Which lines in the entries below contain the string "action"? Show each of them in full.

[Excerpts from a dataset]
+ + + +
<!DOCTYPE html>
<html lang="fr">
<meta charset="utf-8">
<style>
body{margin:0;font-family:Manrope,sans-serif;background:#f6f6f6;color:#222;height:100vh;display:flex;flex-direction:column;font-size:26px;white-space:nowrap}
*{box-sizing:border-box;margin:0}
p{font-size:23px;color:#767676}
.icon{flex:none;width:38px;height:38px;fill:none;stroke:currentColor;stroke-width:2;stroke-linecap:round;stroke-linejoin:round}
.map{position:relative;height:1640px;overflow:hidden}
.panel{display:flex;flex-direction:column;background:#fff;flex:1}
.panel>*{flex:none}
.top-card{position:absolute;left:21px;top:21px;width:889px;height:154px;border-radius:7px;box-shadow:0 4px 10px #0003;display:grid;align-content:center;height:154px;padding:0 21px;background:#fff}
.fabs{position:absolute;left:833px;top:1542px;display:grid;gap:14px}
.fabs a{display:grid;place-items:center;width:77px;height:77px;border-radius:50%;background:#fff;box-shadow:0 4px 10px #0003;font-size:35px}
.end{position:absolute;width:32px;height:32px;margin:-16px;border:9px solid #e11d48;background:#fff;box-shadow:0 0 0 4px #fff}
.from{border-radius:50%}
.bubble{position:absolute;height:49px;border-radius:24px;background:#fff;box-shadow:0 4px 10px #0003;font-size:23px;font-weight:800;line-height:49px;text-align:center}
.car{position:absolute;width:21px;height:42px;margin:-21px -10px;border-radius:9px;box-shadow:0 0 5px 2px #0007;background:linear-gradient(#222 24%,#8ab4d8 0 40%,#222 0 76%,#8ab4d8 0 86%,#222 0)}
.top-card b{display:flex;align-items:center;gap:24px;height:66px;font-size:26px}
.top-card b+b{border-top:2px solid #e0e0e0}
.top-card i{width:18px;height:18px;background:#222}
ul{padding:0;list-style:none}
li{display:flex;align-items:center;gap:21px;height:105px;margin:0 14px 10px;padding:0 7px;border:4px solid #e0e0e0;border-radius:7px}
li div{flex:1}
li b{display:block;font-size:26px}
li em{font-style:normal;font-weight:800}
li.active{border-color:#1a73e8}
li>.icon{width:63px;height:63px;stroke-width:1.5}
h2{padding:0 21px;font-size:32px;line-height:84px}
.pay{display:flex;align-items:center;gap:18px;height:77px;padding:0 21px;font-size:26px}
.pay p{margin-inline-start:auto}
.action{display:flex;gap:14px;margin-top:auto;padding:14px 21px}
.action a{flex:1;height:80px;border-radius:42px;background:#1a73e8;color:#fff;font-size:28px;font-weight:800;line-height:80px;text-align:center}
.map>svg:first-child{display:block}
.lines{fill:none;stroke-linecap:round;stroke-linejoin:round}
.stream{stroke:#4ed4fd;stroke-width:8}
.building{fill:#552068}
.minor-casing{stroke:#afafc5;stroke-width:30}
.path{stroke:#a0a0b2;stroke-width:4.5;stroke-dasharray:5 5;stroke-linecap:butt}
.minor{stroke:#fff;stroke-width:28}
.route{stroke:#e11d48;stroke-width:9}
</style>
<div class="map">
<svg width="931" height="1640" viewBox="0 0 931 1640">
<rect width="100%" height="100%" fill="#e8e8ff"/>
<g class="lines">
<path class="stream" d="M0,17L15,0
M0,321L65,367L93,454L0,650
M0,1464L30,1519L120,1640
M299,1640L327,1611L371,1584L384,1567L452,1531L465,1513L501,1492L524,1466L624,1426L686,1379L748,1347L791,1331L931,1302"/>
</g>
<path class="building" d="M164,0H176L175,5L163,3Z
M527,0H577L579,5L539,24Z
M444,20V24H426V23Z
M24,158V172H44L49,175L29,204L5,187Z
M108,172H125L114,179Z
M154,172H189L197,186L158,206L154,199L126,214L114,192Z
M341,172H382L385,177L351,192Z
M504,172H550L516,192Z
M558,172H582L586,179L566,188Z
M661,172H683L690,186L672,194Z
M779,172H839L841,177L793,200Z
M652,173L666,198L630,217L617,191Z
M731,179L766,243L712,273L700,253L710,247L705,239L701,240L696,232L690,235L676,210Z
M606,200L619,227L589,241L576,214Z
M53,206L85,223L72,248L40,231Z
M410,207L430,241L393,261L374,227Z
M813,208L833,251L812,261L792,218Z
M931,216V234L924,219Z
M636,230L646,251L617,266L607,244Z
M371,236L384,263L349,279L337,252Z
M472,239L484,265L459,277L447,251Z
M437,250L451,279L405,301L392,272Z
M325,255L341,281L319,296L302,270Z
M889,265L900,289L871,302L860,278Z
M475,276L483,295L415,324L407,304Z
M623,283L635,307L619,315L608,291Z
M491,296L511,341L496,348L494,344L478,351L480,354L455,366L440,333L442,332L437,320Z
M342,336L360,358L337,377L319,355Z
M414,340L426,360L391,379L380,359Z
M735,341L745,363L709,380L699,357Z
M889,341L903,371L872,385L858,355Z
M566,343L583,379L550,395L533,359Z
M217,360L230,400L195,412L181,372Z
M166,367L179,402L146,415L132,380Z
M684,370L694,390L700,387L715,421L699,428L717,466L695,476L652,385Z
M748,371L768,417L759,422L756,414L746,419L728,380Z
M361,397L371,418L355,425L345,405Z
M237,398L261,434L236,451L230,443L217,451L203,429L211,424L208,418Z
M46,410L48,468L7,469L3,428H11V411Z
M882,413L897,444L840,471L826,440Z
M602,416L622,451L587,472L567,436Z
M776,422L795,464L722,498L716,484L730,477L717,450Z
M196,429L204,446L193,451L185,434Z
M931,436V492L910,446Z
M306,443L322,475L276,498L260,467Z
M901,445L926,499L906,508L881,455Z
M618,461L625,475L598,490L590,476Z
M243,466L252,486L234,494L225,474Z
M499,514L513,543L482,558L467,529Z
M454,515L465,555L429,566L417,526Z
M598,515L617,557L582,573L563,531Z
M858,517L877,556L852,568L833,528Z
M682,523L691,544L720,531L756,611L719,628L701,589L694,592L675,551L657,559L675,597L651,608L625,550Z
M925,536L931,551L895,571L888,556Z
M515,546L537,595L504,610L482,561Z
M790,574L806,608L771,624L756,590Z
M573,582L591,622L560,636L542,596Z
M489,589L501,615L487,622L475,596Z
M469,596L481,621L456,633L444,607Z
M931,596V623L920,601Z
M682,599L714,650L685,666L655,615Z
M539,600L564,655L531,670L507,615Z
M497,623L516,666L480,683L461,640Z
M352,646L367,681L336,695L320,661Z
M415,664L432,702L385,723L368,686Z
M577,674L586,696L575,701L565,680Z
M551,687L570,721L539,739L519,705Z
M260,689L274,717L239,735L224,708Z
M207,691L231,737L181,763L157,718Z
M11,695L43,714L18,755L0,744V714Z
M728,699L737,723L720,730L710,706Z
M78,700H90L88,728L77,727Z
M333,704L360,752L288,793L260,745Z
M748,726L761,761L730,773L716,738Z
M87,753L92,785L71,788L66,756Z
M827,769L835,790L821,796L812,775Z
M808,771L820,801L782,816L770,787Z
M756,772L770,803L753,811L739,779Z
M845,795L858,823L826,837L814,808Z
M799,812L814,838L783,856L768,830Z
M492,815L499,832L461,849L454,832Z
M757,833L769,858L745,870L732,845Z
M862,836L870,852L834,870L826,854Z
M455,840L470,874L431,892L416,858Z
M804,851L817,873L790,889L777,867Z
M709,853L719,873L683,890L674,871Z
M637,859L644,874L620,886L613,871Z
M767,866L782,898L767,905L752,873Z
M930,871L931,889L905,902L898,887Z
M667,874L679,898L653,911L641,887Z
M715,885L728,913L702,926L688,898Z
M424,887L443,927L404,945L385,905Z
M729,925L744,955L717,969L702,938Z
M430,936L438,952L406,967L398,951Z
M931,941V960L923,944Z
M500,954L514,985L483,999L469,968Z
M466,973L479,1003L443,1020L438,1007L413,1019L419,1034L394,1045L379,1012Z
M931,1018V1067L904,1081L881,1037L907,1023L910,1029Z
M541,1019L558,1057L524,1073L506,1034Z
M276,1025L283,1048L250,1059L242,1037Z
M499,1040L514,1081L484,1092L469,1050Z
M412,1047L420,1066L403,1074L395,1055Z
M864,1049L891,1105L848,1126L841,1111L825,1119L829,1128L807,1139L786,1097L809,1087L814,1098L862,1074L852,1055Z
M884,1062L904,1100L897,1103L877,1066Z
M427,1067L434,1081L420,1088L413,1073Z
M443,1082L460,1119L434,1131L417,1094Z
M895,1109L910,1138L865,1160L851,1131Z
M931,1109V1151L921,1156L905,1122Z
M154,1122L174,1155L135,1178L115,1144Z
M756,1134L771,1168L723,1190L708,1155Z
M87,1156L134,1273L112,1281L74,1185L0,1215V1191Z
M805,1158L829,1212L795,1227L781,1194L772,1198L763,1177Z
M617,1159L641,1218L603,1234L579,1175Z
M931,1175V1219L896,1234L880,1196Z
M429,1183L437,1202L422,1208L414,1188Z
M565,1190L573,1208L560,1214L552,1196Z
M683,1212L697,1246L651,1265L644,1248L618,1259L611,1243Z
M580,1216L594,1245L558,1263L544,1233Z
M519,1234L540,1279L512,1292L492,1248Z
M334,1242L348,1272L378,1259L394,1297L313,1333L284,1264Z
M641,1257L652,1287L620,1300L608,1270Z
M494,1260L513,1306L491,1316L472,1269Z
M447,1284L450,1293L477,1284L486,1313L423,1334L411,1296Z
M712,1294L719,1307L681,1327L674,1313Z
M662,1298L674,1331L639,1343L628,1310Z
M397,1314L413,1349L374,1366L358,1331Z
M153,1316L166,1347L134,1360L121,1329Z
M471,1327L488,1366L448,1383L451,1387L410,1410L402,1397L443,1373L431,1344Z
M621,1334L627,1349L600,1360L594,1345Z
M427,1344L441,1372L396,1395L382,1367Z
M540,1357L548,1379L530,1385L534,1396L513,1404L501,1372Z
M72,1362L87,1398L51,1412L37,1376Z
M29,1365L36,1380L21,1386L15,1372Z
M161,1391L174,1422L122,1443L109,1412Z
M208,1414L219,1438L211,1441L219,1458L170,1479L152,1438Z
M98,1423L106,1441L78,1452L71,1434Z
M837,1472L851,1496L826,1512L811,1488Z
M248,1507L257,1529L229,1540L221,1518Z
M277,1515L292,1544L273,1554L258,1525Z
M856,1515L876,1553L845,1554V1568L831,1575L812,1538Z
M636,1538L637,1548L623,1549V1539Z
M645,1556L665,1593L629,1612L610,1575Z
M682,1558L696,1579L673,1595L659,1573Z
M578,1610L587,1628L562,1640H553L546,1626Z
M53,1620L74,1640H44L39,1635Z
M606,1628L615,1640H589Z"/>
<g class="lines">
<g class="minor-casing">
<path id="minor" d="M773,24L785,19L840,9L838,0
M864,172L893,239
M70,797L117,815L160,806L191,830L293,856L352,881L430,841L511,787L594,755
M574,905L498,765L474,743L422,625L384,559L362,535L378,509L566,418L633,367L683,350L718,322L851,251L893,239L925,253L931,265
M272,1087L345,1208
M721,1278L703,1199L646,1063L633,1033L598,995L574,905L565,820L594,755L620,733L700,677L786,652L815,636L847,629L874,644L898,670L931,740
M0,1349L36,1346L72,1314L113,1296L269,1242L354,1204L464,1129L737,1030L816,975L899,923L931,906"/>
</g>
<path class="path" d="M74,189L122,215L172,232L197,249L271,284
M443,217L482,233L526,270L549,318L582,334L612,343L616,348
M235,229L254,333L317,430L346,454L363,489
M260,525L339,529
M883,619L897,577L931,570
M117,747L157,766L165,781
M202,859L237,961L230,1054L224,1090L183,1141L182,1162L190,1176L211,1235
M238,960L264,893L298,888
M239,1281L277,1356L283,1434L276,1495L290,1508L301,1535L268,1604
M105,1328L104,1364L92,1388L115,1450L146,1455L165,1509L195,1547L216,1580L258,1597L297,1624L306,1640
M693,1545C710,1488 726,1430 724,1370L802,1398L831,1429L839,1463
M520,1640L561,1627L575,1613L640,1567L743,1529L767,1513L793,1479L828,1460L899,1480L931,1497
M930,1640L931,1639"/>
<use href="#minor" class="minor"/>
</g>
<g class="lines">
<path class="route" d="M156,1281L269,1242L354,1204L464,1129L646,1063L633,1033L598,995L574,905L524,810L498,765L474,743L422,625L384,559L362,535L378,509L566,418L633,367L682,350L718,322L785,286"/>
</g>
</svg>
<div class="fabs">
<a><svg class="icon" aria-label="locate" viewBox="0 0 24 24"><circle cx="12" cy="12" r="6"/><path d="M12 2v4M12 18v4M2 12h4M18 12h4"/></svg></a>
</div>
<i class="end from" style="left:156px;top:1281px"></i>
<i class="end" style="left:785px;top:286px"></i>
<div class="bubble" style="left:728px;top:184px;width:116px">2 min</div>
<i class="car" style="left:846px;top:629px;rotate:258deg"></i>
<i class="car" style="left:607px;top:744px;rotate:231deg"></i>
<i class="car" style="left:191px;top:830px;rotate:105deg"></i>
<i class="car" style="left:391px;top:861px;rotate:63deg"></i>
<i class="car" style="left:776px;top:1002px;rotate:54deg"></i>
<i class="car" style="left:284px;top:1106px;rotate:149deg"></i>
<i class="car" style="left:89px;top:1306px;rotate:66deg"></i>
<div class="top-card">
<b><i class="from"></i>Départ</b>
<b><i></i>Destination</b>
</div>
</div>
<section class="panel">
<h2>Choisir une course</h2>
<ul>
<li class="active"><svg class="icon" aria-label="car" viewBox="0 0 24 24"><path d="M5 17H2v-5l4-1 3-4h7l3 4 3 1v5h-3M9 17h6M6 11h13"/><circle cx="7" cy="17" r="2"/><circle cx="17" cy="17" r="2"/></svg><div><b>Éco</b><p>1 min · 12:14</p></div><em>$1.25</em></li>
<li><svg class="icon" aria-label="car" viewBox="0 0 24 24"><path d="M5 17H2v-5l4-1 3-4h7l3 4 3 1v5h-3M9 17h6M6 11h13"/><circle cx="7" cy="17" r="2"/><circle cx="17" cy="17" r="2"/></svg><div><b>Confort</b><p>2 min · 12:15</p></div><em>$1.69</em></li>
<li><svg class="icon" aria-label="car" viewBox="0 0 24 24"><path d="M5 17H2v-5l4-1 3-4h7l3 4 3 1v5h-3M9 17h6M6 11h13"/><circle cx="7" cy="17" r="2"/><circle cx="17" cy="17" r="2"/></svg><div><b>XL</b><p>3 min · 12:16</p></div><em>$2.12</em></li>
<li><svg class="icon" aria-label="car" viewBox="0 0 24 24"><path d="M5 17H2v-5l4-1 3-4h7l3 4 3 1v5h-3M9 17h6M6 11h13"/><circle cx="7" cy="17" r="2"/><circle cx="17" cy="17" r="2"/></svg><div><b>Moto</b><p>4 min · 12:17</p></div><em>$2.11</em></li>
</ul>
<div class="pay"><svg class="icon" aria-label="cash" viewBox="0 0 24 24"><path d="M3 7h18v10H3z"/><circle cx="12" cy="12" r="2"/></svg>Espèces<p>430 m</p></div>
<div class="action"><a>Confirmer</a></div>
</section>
+ + + +
→ Result:
.action{display:flex;gap:14px;margin-top:auto;padding:14px 21px}
.action a{flex:1;height:80px;border-radius:42px;background:#1a73e8;color:#fff;font-size:28px;font-weight:800;line-height:80px;text-align:center}
<div class="action"><a>Confirmer</a></div>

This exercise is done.